When I moved into my first sales management job, I had the good fortune of working for a company that invested in training and developing sales managers. Unfortunately, in today's environment, it seems like it's more "Tag You're It." People are appointed to be sales managers, but have little or no training or coaching on how to be a high performing sales manager.
It's not wonder most new sales managers fall back into their comfort zones, being great sales people. But now, they see they have to do it across a larger territory and with their people.
It's impossible to do this, the numbers are simply against the sales manager. Think of this example, as a top performing sales person, you consistently hit your annual $5M quota, sometimes you over achieved it.
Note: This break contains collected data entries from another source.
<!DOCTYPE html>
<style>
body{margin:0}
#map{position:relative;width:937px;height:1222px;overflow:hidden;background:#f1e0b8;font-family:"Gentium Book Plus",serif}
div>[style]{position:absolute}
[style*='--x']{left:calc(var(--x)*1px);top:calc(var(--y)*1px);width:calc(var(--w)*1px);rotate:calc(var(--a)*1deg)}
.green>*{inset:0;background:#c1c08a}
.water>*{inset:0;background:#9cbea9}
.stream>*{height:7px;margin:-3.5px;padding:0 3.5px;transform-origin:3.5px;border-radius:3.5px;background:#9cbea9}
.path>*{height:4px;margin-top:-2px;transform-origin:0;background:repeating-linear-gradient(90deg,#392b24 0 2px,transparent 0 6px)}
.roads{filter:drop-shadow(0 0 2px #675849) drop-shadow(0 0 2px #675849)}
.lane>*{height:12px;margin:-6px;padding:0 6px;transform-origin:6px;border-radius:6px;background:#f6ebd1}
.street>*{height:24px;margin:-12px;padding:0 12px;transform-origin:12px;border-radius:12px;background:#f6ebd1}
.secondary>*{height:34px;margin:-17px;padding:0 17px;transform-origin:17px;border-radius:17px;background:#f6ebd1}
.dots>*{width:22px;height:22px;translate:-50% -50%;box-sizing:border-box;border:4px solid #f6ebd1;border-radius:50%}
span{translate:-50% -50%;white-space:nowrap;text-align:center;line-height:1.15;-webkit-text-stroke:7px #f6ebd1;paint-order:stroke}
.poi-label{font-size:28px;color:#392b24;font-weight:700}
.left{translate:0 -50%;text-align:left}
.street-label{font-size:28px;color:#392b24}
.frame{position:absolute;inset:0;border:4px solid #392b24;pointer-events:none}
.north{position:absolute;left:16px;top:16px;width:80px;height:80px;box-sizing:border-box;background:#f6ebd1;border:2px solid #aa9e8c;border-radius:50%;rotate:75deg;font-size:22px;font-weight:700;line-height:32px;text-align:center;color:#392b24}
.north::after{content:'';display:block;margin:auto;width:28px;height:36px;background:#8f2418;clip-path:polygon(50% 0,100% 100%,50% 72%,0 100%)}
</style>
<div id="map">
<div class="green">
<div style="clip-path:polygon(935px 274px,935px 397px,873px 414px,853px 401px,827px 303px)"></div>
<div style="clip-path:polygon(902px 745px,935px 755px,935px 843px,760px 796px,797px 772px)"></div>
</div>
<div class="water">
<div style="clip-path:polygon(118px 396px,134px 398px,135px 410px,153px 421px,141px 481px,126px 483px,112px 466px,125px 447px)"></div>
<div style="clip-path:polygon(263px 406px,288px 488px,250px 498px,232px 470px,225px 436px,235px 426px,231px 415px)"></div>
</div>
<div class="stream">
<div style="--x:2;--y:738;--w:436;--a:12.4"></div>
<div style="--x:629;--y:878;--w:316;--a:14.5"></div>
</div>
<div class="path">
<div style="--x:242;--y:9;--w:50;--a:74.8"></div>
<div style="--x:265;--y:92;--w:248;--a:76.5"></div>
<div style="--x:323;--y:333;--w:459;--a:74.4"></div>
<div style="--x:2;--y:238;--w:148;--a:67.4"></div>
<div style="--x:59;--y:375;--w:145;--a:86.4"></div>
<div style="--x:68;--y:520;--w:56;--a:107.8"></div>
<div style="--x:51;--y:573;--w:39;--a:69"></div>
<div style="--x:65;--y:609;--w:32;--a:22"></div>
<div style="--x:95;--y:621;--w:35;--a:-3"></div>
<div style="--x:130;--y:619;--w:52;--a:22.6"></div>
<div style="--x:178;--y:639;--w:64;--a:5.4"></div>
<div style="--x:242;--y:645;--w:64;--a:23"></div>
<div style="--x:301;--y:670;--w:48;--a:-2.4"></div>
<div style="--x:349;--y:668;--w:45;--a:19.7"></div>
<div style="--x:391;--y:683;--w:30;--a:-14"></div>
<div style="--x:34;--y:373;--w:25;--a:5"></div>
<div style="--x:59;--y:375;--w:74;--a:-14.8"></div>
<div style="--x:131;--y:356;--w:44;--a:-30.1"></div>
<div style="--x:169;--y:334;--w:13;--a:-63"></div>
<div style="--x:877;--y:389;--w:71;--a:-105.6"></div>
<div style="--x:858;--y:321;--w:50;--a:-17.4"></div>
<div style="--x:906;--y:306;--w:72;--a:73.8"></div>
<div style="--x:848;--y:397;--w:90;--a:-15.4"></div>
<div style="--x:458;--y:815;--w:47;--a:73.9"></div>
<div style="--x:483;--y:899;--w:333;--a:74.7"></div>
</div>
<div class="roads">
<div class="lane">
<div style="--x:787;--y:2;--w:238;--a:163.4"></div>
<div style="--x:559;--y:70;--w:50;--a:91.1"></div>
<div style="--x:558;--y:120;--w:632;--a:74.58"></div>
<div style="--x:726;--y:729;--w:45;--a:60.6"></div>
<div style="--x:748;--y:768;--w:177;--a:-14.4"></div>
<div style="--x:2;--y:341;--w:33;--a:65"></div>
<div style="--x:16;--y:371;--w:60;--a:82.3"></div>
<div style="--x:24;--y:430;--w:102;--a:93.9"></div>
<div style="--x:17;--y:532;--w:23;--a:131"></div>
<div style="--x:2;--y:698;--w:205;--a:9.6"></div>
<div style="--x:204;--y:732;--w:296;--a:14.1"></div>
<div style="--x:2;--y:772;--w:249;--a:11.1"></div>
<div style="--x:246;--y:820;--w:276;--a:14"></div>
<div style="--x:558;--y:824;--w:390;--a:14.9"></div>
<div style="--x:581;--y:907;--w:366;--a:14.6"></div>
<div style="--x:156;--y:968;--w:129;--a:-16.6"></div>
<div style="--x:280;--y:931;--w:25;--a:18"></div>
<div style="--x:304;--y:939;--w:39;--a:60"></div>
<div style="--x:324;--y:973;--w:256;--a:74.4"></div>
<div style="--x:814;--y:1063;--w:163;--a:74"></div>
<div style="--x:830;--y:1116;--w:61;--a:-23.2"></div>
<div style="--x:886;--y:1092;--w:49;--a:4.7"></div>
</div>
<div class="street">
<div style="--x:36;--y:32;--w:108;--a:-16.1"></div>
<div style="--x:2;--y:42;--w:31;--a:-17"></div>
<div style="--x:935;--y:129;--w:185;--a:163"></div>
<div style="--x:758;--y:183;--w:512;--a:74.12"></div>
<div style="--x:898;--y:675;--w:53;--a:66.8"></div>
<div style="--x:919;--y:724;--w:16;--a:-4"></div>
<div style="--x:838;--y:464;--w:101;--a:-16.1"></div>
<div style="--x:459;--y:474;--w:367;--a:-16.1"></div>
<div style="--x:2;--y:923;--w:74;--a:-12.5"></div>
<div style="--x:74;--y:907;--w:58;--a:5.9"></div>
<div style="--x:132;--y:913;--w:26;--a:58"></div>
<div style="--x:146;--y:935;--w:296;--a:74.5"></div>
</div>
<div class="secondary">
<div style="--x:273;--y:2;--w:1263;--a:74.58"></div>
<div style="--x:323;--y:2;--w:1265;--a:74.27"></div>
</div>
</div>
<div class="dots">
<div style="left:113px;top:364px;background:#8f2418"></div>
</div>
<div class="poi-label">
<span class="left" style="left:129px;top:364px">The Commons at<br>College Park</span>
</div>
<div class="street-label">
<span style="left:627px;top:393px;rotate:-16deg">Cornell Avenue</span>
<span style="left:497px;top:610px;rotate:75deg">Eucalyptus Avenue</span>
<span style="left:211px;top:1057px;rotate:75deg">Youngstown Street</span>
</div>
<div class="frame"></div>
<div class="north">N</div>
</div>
But you were constantly busy, never having any surplus time to sit back or hit the golf course. The job took 50, 60 or more hours a week, but you did it and excelled.
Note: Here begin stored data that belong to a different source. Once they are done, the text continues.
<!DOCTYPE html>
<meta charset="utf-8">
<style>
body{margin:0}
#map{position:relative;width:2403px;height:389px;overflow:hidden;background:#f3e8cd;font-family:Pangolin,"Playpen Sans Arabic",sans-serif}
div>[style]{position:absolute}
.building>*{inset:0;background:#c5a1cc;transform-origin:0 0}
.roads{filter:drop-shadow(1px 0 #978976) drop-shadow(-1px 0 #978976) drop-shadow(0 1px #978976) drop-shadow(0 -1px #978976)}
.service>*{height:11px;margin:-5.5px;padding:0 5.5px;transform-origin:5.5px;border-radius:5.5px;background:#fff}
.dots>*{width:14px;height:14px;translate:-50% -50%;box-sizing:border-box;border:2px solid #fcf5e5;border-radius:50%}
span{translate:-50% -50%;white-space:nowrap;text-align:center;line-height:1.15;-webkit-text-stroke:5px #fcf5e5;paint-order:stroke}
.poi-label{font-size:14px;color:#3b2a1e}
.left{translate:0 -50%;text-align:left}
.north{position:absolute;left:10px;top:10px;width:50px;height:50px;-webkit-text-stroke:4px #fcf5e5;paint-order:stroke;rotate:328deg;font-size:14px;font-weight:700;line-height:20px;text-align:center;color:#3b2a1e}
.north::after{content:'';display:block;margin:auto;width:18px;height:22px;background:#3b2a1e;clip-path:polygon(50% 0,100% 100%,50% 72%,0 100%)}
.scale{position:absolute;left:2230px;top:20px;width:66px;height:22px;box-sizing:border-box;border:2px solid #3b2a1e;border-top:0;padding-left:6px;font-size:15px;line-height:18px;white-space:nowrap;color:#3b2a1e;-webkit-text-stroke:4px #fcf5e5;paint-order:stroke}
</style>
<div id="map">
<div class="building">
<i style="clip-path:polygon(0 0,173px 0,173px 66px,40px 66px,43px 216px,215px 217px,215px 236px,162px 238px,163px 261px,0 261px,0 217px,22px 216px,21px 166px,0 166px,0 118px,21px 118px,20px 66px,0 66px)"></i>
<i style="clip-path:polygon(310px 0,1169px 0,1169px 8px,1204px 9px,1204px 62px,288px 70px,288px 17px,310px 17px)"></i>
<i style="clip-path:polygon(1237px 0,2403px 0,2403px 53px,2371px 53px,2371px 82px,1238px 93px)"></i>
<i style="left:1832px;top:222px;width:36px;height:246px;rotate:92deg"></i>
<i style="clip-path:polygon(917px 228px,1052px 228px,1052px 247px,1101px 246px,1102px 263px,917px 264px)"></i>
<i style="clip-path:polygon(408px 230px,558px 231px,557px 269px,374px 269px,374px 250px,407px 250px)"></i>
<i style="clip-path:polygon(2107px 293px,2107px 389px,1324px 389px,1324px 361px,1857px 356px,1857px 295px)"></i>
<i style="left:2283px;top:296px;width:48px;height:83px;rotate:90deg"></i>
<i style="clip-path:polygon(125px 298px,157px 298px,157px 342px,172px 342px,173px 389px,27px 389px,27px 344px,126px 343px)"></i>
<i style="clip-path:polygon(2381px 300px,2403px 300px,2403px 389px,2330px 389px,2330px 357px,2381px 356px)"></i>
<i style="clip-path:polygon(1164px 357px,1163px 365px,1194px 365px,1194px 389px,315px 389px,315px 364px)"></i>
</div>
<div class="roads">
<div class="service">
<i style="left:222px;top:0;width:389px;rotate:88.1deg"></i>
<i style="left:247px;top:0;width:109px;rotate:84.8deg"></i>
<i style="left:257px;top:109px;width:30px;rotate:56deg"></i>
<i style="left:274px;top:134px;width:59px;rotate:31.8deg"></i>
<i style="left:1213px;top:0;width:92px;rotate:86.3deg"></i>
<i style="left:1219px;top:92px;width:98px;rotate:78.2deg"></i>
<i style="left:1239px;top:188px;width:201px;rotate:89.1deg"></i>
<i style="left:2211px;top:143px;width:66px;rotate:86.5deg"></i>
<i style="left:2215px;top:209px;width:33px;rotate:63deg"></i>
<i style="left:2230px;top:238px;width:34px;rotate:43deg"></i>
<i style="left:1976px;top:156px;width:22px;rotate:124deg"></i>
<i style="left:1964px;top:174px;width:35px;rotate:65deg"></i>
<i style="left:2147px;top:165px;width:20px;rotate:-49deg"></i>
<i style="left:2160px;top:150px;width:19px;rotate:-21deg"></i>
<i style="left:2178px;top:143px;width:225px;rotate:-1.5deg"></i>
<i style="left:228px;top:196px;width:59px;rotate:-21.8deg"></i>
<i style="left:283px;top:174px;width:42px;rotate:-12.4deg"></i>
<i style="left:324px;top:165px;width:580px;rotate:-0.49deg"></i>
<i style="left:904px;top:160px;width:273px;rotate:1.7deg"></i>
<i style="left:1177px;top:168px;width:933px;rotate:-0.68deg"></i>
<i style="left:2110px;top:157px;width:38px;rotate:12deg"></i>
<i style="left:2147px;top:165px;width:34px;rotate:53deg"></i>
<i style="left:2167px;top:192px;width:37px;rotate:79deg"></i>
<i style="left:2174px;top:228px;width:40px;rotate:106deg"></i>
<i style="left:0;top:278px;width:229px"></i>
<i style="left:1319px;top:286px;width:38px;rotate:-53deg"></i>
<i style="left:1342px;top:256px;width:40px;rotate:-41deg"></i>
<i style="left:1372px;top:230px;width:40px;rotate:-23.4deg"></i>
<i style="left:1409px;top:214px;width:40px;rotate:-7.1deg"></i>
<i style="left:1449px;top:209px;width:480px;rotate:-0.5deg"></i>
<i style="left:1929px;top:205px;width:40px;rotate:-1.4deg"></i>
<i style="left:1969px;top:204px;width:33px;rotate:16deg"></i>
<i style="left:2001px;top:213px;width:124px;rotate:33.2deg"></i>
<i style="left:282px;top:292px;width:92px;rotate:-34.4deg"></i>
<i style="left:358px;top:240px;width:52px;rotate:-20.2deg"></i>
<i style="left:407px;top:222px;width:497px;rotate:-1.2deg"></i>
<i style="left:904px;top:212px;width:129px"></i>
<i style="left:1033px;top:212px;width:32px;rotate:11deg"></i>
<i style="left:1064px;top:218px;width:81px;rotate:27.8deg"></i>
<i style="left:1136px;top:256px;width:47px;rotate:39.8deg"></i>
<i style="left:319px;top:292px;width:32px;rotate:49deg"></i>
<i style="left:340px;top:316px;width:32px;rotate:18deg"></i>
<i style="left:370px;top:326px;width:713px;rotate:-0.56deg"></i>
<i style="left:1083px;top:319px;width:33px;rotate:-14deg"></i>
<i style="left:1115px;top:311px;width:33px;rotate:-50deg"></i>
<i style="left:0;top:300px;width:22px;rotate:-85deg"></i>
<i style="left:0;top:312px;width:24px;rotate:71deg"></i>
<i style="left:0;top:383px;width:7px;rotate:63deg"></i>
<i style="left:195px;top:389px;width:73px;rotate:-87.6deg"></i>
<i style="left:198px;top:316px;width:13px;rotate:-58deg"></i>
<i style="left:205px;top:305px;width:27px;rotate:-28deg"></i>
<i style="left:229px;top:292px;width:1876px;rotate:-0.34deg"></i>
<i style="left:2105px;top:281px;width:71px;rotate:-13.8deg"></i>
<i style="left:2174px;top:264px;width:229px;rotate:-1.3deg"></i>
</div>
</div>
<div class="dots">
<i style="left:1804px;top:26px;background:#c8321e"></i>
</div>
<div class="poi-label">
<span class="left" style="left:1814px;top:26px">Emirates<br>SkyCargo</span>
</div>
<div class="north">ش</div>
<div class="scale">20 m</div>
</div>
Now, poof, you're a sales manager. You're managing 10 people, each with $5M quotas. Your immediate reaction is to do what you did well in the past -- doing deals. Now you have to do it for $50M, not just $5M. Sure you have sales people that can "help you out," but after all, your past success was based on your personal abilities, and you were the best sales person. So the tendency is to get the sales people to do the trivial task and you as "super sales manager" sweep in to do the major tasks for all the deals.
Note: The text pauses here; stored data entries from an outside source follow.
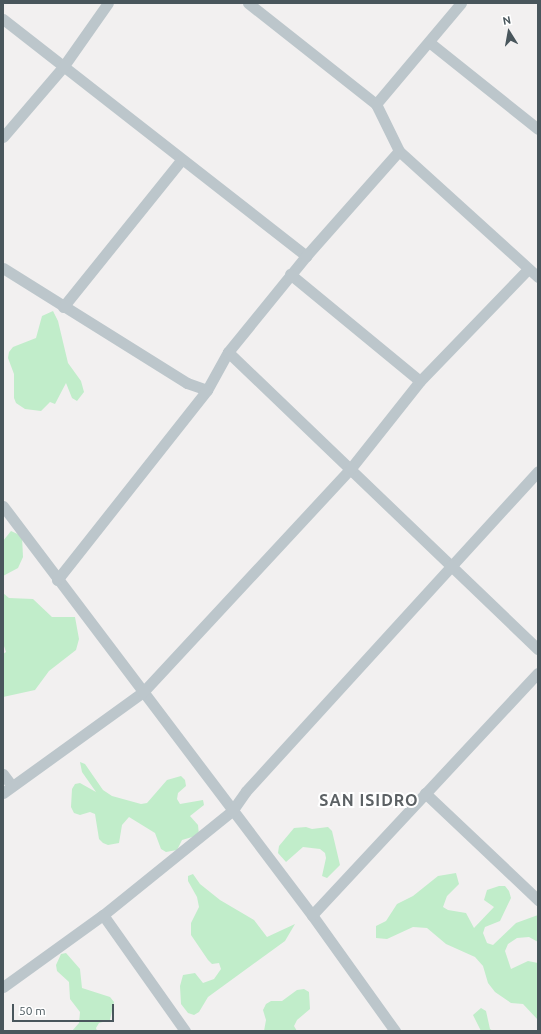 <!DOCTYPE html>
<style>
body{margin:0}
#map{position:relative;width:541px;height:1034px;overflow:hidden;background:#f2f0f0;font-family:Ubuntu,sans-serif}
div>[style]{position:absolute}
.green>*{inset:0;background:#c1edca}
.minor>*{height:11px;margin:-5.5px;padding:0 5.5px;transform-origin:5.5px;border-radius:5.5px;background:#bcc6cb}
span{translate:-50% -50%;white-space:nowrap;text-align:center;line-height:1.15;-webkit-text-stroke:4px #fff;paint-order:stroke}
.district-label{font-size:16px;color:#5c6164;font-weight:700;letter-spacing:1px}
.frame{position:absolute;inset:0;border:4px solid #49565c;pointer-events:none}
.north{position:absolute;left:489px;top:12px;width:40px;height:40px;-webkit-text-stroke:3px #fff;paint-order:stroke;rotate:349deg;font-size:11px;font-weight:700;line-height:16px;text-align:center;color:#49565c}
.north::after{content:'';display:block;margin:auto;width:14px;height:18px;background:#49565c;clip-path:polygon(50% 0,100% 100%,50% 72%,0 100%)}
.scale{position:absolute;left:12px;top:1004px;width:102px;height:18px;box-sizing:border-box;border:2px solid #49565c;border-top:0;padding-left:5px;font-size:12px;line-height:14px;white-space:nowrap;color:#49565c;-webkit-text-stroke:3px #fff;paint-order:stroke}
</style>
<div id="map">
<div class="green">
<i style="clip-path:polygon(53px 311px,58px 321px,68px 363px,81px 381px,84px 392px,77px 401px,72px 398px,66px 383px,55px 404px,50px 402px,41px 411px,25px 409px,16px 403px,14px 398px,14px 374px,8px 358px,9px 352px,13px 347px,36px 338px,42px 316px)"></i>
<i style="clip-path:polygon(11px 531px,22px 536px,23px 557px,18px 568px,3px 576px,3px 541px)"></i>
<i style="clip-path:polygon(3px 593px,9px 598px,33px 599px,52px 617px,75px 617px,79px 639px,76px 650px,49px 671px,35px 690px,3px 697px,3px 654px,6px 652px,3px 643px)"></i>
<i style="clip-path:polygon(80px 762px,85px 764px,103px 790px,112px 796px,141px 804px,147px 803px,167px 780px,181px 776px,185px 780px,186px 786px,178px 793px,177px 799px,180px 804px,203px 800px,204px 805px,190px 816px,198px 825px,199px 835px,182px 840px,177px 850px,166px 852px,161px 849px,155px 833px,129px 817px,122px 825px,119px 843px,108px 845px,103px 843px,99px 839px,95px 814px,90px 812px,80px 815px,74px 813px,71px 807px,72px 789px,75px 784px,80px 783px,96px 792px,82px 772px)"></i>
<i style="clip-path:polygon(306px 827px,312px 829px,328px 827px,332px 831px,340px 865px,327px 878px,322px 876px,326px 858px,325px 853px,320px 849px,303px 847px,286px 862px,278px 853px,279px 846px,294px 828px)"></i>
<i style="clip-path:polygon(456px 873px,459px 884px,447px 896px,443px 907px,448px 910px,466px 913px,474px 928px,494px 907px,484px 900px,487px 890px,499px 886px,505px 886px,509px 891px,511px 898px,500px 921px,485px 927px,483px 933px,487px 943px,493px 945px,516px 923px,538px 915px,538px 942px,529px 937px,517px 938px,508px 944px,505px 951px,511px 969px,528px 961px,538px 963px,538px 1020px,523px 1004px,511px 1003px,495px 992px,488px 983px,483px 966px,475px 957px,446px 944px,427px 928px,413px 927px,387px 939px,376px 938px,376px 926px,386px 921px,397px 904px,413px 896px,438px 876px)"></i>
<i style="clip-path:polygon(193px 874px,200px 884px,220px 900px,254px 920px,267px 937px,295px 924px,285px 941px,208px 997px,199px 1012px,194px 1015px,188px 1013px,181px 1004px,180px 986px,183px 975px,195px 973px,203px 983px,214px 979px,221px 969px,219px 963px,212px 964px,208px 960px,191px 935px,191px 923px,199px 907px,197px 897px,188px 881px,188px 876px)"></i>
<i style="clip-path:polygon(66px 953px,80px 969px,82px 988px,110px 997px,114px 1002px,110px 1020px,99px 1023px,96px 1028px,97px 1031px,72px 1031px,79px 1023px,80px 1012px,70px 999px,69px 982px,57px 971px,56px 965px,61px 954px)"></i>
<i style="clip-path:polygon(304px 989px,309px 992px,310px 1009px,297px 1020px,294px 1026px,297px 1031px,264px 1031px,266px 1020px,263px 1010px,266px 1004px,271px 1001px,282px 1001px,297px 990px)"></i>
<i style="clip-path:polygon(481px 1008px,486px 1011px,490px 1029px,493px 1031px,481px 1031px,473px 1015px)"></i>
</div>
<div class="minor">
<i style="left:248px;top:3px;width:163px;rotate:38.3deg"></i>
<i style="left:376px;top:104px;width:52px;rotate:63.9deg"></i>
<i style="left:399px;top:151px;width:188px;rotate:42.2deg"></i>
<i style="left:3px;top:19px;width:385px;rotate:38deg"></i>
<i style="left:429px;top:42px;width:139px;rotate:38.6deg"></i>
<i style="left:376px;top:104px;width:132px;rotate:-49.9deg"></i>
<i style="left:3px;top:137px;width:92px;rotate:-49.4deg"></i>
<i style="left:63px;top:67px;width:78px;rotate:-54.9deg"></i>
<i style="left:3px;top:268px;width:217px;rotate:32deg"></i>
<i style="left:187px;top:383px;width:21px;rotate:19deg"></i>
<i style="left:207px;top:390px;width:43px;rotate:-61.1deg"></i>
<i style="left:228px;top:352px;width:124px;rotate:-50.9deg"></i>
<i style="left:306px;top:256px;width:140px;rotate:-48.5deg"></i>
<i style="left:290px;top:274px;width:168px;rotate:39.5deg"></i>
<i style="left:63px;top:307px;width:189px;rotate:-51.2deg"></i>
<i style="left:228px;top:352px;width:429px;rotate:43.8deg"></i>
<i style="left:3px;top:506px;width:513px;rotate:52.93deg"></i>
<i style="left:312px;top:915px;width:143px;rotate:54.4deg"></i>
<i style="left:57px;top:580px;width:242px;rotate:-51.7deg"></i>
<i style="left:3px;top:774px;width:15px;rotate:53deg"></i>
<i style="left:3px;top:793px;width:173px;rotate:-35.8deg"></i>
<i style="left:143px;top:692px;width:306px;rotate:-47.1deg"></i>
<i style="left:351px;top:468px;width:111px;rotate:-51.6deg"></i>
<i style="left:420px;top:381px;width:156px;rotate:-46deg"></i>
<i style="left:425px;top:793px;width:156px;rotate:43.4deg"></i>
<i style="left:103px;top:915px;width:142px;rotate:54.7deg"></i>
<i style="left:312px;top:915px;width:331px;rotate:-47deg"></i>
<i style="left:3px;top:987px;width:123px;rotate:-35.8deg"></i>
<i style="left:103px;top:915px;width:166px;rotate:-38.9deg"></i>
<i style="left:232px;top:811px;width:24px;rotate:-55deg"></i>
<i style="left:246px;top:791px;width:433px;rotate:-47.6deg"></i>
</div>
<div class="district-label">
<span style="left:369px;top:800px">SAN ISIDRO</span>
</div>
<div class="frame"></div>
<div class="north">N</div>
<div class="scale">50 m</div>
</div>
Funny, the number of hours a day, days per week hasn't changed. In your old role, every waking hour was spent doing your $5M of deals, now you have the challenge of squeezig 10 times that amount into the same time (OK, sleep is overrateds, you try to work 7x24).
Soon you find yourself drowning, you have more work -- and your team is delegating more upward. There are not enough hours in the day. You start crashing and failing.
The numbers simply go against the manager, you can't continue doing the same things you did before (even with the support of your team). There are not enough hours in the day to achieve the $50M.
The next thing happens is you "lose" your team. They see you coming in and pushing them to the side. Afterall you know how to do it better than them, all they need to do is get out of the way -- or maybe do those trivial tasks, leaving the critical calls to you.
The team realizes you don't value them, that you in fact are competing with them. They see no reason to drive their performance in the territory. They start delegating everything up to you. Their morale suffers, they don't respect you -- afterall you aren't helping them develop and you push them to the side.
Pretty soon you are all alone. You are in a situation that you cannot survive, you fail, your team fails, your management is pleased to try to find someone who can come in to "fix the mess."